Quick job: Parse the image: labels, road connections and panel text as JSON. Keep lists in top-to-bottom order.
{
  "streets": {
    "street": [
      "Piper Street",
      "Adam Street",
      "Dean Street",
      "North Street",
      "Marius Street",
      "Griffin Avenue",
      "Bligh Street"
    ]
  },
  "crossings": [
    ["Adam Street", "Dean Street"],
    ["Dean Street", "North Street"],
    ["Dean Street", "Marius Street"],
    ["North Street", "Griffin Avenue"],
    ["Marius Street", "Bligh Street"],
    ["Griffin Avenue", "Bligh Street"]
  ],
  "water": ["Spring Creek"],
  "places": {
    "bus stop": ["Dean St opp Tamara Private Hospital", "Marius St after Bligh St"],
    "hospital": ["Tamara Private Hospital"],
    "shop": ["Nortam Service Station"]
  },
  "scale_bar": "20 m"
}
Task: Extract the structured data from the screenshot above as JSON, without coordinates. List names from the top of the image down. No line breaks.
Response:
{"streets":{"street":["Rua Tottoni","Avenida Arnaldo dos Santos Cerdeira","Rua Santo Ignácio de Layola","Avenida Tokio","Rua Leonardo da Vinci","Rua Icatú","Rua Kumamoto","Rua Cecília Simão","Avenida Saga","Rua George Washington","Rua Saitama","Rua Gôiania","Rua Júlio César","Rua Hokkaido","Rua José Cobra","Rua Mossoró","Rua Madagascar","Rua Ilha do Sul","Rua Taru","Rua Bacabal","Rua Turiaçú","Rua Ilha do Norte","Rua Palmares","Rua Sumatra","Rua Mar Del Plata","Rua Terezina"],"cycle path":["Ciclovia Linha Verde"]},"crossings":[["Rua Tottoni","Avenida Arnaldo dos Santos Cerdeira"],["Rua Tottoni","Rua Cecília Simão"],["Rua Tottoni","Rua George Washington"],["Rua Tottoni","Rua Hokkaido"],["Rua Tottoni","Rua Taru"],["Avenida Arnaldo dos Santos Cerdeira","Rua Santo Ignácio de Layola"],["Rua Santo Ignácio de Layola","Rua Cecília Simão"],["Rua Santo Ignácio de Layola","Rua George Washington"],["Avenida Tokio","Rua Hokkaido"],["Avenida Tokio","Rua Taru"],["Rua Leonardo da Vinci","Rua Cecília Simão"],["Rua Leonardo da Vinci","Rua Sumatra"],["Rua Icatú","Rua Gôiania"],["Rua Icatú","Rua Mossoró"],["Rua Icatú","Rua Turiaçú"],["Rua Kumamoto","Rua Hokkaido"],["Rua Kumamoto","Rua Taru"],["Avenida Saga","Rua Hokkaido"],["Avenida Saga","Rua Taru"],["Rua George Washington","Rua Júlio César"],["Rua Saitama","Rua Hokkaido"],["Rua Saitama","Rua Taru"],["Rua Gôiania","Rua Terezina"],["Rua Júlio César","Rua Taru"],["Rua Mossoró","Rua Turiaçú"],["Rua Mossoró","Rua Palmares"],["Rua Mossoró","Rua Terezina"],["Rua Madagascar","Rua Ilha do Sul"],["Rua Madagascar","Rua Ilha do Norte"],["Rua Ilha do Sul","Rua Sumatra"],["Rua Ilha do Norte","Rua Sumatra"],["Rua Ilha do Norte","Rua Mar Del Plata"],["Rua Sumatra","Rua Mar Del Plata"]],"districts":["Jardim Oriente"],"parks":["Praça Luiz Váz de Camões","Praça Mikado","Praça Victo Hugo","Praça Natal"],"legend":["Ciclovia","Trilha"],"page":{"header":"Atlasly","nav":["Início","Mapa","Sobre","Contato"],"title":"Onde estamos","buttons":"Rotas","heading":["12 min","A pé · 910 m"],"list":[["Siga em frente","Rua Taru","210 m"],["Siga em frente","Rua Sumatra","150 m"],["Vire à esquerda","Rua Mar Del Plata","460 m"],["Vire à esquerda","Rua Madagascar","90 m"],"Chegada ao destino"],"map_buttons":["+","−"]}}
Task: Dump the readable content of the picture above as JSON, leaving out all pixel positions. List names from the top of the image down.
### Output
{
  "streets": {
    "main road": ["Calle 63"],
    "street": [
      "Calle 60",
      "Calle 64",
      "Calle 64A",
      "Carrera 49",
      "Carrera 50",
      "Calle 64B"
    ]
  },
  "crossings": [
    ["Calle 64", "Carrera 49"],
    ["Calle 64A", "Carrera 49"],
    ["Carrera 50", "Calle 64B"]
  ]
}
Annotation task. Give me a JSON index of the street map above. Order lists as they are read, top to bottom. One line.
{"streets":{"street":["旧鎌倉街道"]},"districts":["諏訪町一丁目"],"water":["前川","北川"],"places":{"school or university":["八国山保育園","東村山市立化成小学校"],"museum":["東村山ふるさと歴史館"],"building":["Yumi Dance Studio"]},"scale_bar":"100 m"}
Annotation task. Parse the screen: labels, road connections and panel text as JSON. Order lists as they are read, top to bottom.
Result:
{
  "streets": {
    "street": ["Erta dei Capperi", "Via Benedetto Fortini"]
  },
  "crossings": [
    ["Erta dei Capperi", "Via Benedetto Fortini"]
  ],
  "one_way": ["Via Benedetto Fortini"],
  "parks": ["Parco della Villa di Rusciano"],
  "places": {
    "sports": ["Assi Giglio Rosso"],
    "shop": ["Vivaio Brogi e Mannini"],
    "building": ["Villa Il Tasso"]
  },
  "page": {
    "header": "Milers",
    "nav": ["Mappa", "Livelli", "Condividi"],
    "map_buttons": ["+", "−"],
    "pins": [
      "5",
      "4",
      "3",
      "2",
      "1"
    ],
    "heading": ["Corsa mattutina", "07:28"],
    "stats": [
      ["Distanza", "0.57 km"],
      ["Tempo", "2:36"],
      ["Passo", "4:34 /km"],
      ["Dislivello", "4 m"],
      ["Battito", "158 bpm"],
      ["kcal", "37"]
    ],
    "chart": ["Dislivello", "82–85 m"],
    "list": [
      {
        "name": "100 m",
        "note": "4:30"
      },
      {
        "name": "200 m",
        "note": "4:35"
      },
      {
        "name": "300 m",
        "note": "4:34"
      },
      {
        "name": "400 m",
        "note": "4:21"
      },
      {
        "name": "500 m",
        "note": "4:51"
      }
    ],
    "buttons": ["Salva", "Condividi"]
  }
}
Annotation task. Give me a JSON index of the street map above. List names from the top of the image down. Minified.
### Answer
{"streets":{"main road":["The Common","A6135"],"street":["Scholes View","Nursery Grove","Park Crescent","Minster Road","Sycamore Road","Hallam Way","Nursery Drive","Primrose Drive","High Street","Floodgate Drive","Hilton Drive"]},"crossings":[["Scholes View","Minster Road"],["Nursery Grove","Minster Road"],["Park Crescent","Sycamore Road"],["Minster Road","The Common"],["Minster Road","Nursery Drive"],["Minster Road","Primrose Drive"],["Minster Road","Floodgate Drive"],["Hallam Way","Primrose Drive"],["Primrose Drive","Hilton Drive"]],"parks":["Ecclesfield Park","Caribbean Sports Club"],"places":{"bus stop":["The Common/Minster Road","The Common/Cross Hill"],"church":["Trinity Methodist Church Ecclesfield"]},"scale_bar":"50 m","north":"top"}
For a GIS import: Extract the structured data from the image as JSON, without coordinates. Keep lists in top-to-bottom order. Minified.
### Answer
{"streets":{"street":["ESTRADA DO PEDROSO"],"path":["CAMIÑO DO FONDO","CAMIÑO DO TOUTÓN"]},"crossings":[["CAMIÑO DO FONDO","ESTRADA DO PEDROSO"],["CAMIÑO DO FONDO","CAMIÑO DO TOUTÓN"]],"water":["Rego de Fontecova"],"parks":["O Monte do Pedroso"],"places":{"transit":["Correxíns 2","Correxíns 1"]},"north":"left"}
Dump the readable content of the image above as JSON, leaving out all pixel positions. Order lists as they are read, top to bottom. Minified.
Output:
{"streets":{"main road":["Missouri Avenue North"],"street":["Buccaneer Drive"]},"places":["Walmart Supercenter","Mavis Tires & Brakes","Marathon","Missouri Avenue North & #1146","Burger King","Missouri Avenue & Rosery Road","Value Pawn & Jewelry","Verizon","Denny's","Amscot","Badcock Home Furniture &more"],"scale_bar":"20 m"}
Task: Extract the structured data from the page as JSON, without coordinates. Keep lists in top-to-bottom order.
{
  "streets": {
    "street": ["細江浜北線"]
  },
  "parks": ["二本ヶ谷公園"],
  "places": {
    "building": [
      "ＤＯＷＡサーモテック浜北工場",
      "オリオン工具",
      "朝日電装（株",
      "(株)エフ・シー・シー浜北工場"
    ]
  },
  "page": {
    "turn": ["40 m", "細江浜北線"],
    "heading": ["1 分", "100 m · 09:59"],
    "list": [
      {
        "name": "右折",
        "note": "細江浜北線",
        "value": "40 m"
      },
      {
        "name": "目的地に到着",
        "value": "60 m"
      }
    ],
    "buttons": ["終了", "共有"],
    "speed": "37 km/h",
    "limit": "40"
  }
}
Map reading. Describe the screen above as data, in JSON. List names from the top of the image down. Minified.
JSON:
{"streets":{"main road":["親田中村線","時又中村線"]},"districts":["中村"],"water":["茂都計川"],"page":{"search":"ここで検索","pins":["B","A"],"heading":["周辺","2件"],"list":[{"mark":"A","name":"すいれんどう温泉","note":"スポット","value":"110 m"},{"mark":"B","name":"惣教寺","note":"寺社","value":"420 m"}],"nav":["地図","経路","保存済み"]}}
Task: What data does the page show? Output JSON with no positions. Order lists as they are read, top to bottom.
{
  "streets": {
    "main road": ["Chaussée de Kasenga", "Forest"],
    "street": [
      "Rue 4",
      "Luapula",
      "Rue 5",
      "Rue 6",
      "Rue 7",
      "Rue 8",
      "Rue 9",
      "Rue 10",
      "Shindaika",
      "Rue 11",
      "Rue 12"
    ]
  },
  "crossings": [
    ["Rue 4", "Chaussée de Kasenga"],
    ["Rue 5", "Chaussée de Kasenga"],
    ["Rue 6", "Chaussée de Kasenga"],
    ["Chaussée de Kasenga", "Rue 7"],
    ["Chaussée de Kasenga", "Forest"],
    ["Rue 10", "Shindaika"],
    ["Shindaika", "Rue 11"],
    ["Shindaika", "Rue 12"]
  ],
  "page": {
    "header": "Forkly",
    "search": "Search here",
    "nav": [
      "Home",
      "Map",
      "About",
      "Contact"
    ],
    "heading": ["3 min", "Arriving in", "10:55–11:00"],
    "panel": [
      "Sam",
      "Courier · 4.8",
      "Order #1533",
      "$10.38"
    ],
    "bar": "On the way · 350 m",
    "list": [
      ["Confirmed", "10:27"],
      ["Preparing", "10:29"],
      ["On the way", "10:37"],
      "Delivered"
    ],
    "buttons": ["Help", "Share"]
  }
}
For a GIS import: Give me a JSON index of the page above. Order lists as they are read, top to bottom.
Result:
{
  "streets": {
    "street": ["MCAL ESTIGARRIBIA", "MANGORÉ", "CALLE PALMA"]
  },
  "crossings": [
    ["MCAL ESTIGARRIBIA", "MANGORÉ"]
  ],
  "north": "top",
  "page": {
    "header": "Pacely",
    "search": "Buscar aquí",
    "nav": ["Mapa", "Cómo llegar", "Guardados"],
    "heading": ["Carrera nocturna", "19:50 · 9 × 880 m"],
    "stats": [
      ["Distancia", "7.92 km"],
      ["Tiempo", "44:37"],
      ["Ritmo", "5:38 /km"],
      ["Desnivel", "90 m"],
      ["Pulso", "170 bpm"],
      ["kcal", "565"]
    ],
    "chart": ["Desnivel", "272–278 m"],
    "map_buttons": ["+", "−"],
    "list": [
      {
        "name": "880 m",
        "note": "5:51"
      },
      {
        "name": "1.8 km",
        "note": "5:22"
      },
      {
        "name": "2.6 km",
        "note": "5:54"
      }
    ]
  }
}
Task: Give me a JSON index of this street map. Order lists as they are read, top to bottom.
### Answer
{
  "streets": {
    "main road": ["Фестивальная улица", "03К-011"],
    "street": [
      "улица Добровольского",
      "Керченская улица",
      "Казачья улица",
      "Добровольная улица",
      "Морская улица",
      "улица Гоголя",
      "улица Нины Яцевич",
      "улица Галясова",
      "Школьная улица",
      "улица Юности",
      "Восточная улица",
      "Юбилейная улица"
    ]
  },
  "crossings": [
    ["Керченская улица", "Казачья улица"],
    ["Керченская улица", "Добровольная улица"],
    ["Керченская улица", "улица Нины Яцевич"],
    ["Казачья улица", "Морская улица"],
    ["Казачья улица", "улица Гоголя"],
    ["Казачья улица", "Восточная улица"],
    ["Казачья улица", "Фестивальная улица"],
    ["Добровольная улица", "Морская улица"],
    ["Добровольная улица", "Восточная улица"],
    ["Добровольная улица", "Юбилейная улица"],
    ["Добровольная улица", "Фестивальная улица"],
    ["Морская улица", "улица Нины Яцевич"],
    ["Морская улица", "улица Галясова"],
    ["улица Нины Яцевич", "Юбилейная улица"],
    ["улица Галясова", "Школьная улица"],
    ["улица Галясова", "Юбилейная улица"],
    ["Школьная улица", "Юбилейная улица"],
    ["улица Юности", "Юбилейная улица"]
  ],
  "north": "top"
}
· · · ·
WORK TO COMPLETE: All lines from the opening of the records through the line where "Task: Extract the structured data from the screenshot" occurs are to be output verbatim. No other line belongs in the answer.

OUTPUT BELOW:
Quick job: Parse the image: labels, road connections and panel text as JSON. Keep lists in top-to-bottom order.
{
  "streets": {
    "street": [
      "Piper Street",
      "Adam Street",
      "Dean Street",
      "North Street",
      "Marius Street",
      "Griffin Avenue",
      "Bligh Street"
    ]
  },
  "crossings": [
    ["Adam Street", "Dean Street"],
    ["Dean Street", "North Street"],
    ["Dean Street", "Marius Street"],
    ["North Street", "Griffin Avenue"],
    ["Marius Street", "Bligh Street"],
    ["Griffin Avenue", "Bligh Street"]
  ],
  "water": ["Spring Creek"],
  "places": {
    "bus stop": ["Dean St opp Tamara Private Hospital", "Marius St after Bligh St"],
    "hospital": ["Tamara Private Hospital"],
    "shop": ["Nortam Service Station"]
  },
  "scale_bar": "20 m"
}
Task: Extract the structured data from the screenshot above as JSON, without coordinates. List names from the top of the image down. No line breaks.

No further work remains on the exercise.